Requirement: With both ends included, repeat exactly the lines of the entries below from the one containing "function paint(path, color)" down to the one containing "function write(font, color, halo, rows, align", and no others.
(Entries supplied Opens)
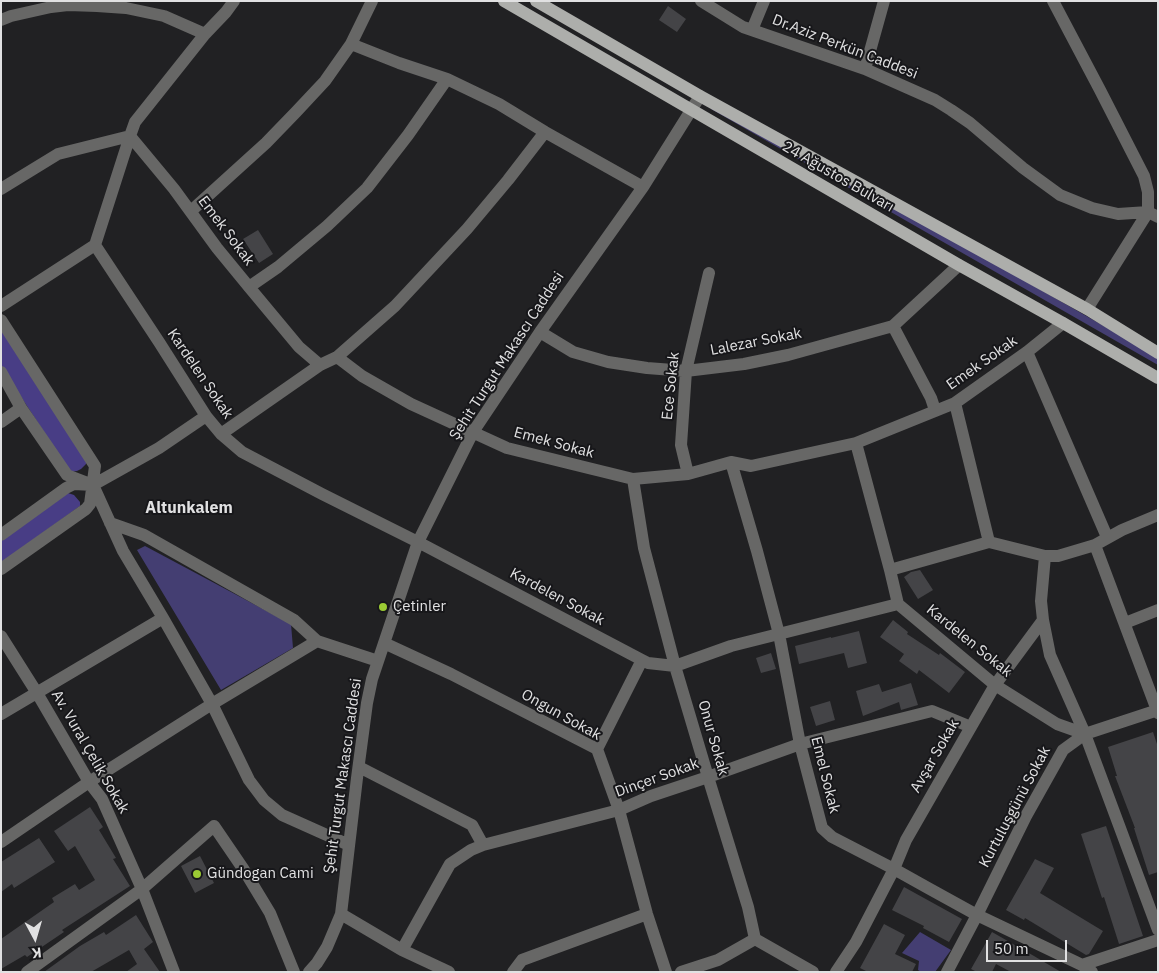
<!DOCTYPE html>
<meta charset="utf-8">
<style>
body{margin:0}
#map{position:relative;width:1159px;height:973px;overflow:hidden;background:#212123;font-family:"IBM Plex Sans",sans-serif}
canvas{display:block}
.frame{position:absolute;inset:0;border:2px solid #e1e1e2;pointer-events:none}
.north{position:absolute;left:10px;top:913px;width:50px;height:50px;-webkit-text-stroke:4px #17171a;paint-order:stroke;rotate:174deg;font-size:14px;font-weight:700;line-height:20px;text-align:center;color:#e1e1e2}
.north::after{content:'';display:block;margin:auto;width:18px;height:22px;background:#e1e1e2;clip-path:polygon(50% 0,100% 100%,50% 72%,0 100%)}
.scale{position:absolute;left:986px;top:940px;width:81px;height:22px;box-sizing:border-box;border:2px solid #e1e1e2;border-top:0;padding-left:6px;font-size:15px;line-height:18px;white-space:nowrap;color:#e1e1e2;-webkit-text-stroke:4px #17171a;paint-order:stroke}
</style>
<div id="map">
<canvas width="1159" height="973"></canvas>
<div class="frame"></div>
<div class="north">K</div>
<div class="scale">50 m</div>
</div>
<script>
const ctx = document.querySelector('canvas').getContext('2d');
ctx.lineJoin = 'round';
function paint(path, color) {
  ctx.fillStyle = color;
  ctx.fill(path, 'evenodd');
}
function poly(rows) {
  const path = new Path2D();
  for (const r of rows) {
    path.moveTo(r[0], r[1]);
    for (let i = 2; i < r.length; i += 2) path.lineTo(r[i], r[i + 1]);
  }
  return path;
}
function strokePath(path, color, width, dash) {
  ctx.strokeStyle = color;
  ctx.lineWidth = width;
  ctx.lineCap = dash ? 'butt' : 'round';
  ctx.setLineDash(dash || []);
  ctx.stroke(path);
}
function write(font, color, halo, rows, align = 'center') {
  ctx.font = font + ' "IBM Plex Sans",sans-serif';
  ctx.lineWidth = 4;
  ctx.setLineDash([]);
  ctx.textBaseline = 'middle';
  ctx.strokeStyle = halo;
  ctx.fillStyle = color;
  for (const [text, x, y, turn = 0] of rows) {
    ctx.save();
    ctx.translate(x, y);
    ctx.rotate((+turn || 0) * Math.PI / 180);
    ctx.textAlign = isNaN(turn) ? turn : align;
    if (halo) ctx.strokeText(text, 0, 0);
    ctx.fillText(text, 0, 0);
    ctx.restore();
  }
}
paint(poly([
 [714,103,1158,357,1158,365,711,109],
 [145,546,291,624,293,648,221,690,137,550],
 [920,932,951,950,935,972,921,972,918,970,919,961,902,953]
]), '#443e72');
paint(poly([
 [1,328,86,461,86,464,81,469,77,471,70,472,1,366],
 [68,493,74,495,80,502,80,506,1,563,1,541]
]), '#483d85');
paint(poly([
 [668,6,686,19,677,32,659,20],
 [258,230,273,254,259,263,243,239],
 [920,570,933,590,918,599,904,577,911,572],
 [893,620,908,632,907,634,939,655,940,653,965,672,949,693,919,670,917,674,899,661,904,654,880,637],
 [859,631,867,663,848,668,844,653,799,664,795,646,831,637,831,638],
 [771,653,776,669,761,673,756,658],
 [911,683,918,705,901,710,899,702,863,716,856,691,879,684,882,692],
 [830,701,835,720,816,726,810,707],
 [1153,732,1158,747,1158,872,1149,875,1134,828,1135,828,1115,776,1117,776,1108,747],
 [90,807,103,827,99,830,116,858,113,859,130,886,62,930,64,932,27,957,25,955,1,969,1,939,54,902,52,898,75,884,79,890,95,880,75,846,68,851,54,831],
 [1106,826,1143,936,1119,944,1104,897,1102,898,1081,834],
 [39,838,55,862,14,888,12,884,1,892,1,862],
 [200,856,214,883,195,893,181,866],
 [1035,859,1054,868,1040,893,1103,931,1089,954,1086,955,1025,918,1024,920,1006,910],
 [904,887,962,919,949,942,923,928,924,926,892,910],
 [136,915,153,942,144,949,160,972,126,972,137,964,129,950,91,972,44,972,80,946,104,932,106,935],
 [884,924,905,935,895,954,916,964,912,972,868,972,860,968],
 [992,932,1034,956,1061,972,1011,972,996,964,992,972,977,972,971,969]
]), '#444447');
strokePath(poly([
 [701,1,743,27,865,69,935,100,951,110,970,123,1023,168,1060,195,1092,208,1118,214,1148,212,1158,217],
 [1053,1,1100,90,1144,176,1148,192,1148,212,1087,309],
 [1,20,11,16,51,7,68,5,97,6,126,8,164,16,205,34],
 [752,30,764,1],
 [351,44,399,63,447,79,499,104,545,132,643,187],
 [865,69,884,1],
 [1,189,58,154,130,136,174,189,217,248,249,287,299,347,320,365,337,357,362,376,411,404,507,448,633,479,688,474,731,462,751,466,856,443,955,403,1027,352,1063,323],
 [191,211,266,143,296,112,325,81,351,44,372,1],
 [95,245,159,342,206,416,221,434,242,452,322,494,418,542,642,660,648,663,675,666,731,646,898,604,995,685,1057,724,1085,734],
 [249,287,278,267,327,226,367,188,408,135,447,79],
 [1,306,95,245,130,136,135,122,205,34,226,12,234,1],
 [1,320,95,466,90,504,86,509,1,569],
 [893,326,931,398,935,410],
 [540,332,573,352,608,362,647,368,686,371,744,364,788,355,893,326,959,265],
 [1027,352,1107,537],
 [337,357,395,306,467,229,508,180,545,132],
 [1,372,21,408,67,475,93,485,123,551,163,618,212,704,249,780,264,800,282,815,349,845],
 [955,403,989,542],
 [1,422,21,408],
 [221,434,320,365],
 [856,443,890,570,898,604],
 [731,462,757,551,779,634,800,744,822,828,832,837,894,869,928,888,977,915,1082,965,1092,972],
 [688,474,681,445,686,371,709,273],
 [633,479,644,548,675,666,708,777,748,907,755,939,813,972],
 [110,523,144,535,294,620,317,641,378,661],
 [1,535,66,488,74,484,93,485,159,448,206,416],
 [1095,545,1158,713],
 [890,570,989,542,1045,556,1058,556,1095,545,1122,530,1158,515],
 [1043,620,1050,655,1085,734,1158,930],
 [1125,623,1158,610],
 [1,636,37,693,89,782,102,799,142,889,174,972],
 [384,643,451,674,597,749,619,810,647,914,666,972],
 [1,714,163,618],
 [597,749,642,660],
 [359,767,472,825,483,845],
 [1,842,89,782,212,704,317,641],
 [341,914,402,950,449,972],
 [402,950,450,864,471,850,483,845,619,810,651,796,708,777,800,744,932,711,971,727],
 [1082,965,1158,940],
 [27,972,142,889,214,826,244,870,270,913,294,972],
 [309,972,317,963,327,947,341,914,357,778,367,703,372,679,418,542,473,432,540,332,643,187,700,96],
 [513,972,522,960,647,914],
 [681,972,718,960,755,939],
 [836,972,856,942,894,869,906,840,995,685,1043,620,1041,601,1045,556],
 [947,972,977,915,1026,816,1063,750,1085,734,1158,710]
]), '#676766', 12);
strokePath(poly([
 [504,1,959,265,1063,323,1158,378],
 [536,1,700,96,1087,309,1158,353]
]), '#adaeab', 12);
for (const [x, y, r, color] of [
 [383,607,5,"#9bcb34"],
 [197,874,5,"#9bcb34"]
]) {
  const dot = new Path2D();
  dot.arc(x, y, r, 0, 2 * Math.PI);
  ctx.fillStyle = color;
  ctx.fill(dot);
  strokePath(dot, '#17171a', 2);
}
write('15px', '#e1e1e2', '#17171a', [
 ["Dr.Aziz Perkün Caddesi",845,47,21],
 ["24 Ağustos Bulvarı",838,177,30],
 ["Emek Sokak",226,231,53],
 ["Lalezar Sokak",756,342,-11],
 ["Şehit Turgut Makascı Caddesi",507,356,-57],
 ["Emek Sokak",982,363,-35],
 ["Kardelen Sokak",200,374,56],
 ["Ece Sokak",671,386,-84],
 ["Emek Sokak",554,443,15],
 ["Kardelen Sokak",557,597,28],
 ["Kardelen Sokak",969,641,39],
 ["Ongun Sokak",561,715,29],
 ["Onur Sokak",713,738,74],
 ["Av. Vural Çelik Sokak",90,752,60],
 ["Avşar Sokak",935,756,-60],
 ["Emel Sokak",825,775,76],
 ["Şehit Turgut Makascı Caddesi",343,776,-82],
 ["Dinçer Sokak",657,778,-20],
 ["Kurtuluşgünü Sokak",1015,807,-62]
]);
write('15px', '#e1e1e2', '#17171a', [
 ["Çetinler",393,607],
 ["Gündogan Cami",207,874]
], 'left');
write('bold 16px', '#e1e1e2', '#17171a', [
 ["Altunkalem",189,508]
]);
</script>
(Entries supplied Closes)
Answer to the problem:
function paint(path, color) {
  ctx.fillStyle = color;
  ctx.fill(path, 'evenodd');
}
function poly(rows) {
  const path = new Path2D();
  for (const r of rows) {
    path.moveTo(r[0], r[1]);
    for (let i = 2; i < r.length; i += 2) path.lineTo(r[i], r[i + 1]);
  }
  return path;
}
function strokePath(path, color, width, dash) {
  ctx.strokeStyle = color;
  ctx.lineWidth = width;
  ctx.lineCap = dash ? 'butt' : 'round';
  ctx.setLineDash(dash || []);
  ctx.stroke(path);
}
function write(font, color, halo, rows, align = 'center') {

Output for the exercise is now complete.